Segment Start: MATERIAL SUPPLIED

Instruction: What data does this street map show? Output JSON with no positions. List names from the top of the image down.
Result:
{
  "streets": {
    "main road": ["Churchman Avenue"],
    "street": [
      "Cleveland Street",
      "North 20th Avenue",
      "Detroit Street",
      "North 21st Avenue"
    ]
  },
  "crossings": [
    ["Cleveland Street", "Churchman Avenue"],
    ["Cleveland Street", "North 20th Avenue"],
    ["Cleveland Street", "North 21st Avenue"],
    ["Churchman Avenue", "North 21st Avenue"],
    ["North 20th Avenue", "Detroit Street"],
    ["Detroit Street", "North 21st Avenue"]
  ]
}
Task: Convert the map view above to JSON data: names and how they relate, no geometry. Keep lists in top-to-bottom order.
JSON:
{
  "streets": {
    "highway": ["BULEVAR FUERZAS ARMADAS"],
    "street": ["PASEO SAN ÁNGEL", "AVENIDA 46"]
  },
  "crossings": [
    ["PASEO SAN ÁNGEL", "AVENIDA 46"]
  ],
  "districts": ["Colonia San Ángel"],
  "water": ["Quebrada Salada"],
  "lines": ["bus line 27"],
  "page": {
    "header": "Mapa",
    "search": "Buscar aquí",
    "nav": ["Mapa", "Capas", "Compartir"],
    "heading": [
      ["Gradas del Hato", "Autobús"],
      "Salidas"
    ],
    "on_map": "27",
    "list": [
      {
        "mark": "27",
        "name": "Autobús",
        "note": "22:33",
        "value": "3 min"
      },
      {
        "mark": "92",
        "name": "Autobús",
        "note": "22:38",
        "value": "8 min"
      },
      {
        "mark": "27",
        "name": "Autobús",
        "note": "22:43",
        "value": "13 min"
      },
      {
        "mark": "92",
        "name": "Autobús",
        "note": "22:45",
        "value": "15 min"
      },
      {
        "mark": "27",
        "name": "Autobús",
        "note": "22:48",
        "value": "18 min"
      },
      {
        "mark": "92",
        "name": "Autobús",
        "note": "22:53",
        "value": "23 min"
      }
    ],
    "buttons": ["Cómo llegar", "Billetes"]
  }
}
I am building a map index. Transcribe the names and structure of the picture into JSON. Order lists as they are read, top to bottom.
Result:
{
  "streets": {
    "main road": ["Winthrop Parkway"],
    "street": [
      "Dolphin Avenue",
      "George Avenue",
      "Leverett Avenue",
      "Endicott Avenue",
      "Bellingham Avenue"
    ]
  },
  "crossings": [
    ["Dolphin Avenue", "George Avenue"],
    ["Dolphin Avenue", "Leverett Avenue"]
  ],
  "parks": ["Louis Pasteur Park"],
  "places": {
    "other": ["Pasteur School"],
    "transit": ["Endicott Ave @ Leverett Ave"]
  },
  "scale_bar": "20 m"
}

Segment End: MATERIAL SUPPLIED

[EXERCISE OBJECTIVE] Every record in the material above should be set down exactly.

[RESPONSE FOR THIS EXERCISE]
Instruction: What data does this street map show? Output JSON with no positions. List names from the top of the image down.
Result:
{
  "streets": {
    "main road": ["Churchman Avenue"],
    "street": [
      "Cleveland Street",
      "North 20th Avenue",
      "Detroit Street",
      "North 21st Avenue"
    ]
  },
  "crossings": [
    ["Cleveland Street", "Churchman Avenue"],
    ["Cleveland Street", "North 20th Avenue"],
    ["Cleveland Street", "North 21st Avenue"],
    ["Churchman Avenue", "North 21st Avenue"],
    ["North 20th Avenue", "Detroit Street"],
    ["Detroit Street", "North 21st Avenue"]
  ]
}
Task: Convert the map view above to JSON data: names and how they relate, no geometry. Keep lists in top-to-bottom order.
JSON:
{
  "streets": {
    "highway": ["BULEVAR FUERZAS ARMADAS"],
    "street": ["PASEO SAN ÁNGEL", "AVENIDA 46"]
  },
  "crossings": [
    ["PASEO SAN ÁNGEL", "AVENIDA 46"]
  ],
  "districts": ["Colonia San Ángel"],
  "water": ["Quebrada Salada"],
  "lines": ["bus line 27"],
  "page": {
    "header": "Mapa",
    "search": "Buscar aquí",
    "nav": ["Mapa", "Capas", "Compartir"],
    "heading": [
      ["Gradas del Hato", "Autobús"],
      "Salidas"
    ],
    "on_map": "27",
    "list": [
      {
        "mark": "27",
        "name": "Autobús",
        "note": "22:33",
        "value": "3 min"
      },
      {
        "mark": "92",
        "name": "Autobús",
        "note": "22:38",
        "value": "8 min"
      },
      {
        "mark": "27",
        "name": "Autobús",
        "note": "22:43",
        "value": "13 min"
      },
      {
        "mark": "92",
        "name": "Autobús",
        "note": "22:45",
        "value": "15 min"
      },
      {
        "mark": "27",
        "name": "Autobús",
        "note": "22:48",
        "value": "18 min"
      },
      {
        "mark": "92",
        "name": "Autobús",
        "note": "22:53",
        "value": "23 min"
      }
    ],
    "buttons": ["Cómo llegar", "Billetes"]
  }
}
I am building a map index. Transcribe the names and structure of the picture into JSON. Order lists as they are read, top to bottom.
Result:
{
  "streets": {
    "main road": ["Winthrop Parkway"],
    "street": [
      "Dolphin Avenue",
      "George Avenue",
      "Leverett Avenue",
      "Endicott Avenue",
      "Bellingham Avenue"
    ]
  },
  "crossings": [
    ["Dolphin Avenue", "George Avenue"],
    ["Dolphin Avenue", "Leverett Avenue"]
  ],
  "parks": ["Louis Pasteur Park"],
  "places": {
    "other": ["Pasteur School"],
    "transit": ["Endicott Ave @ Leverett Ave"]
  },
  "scale_bar": "20 m"
}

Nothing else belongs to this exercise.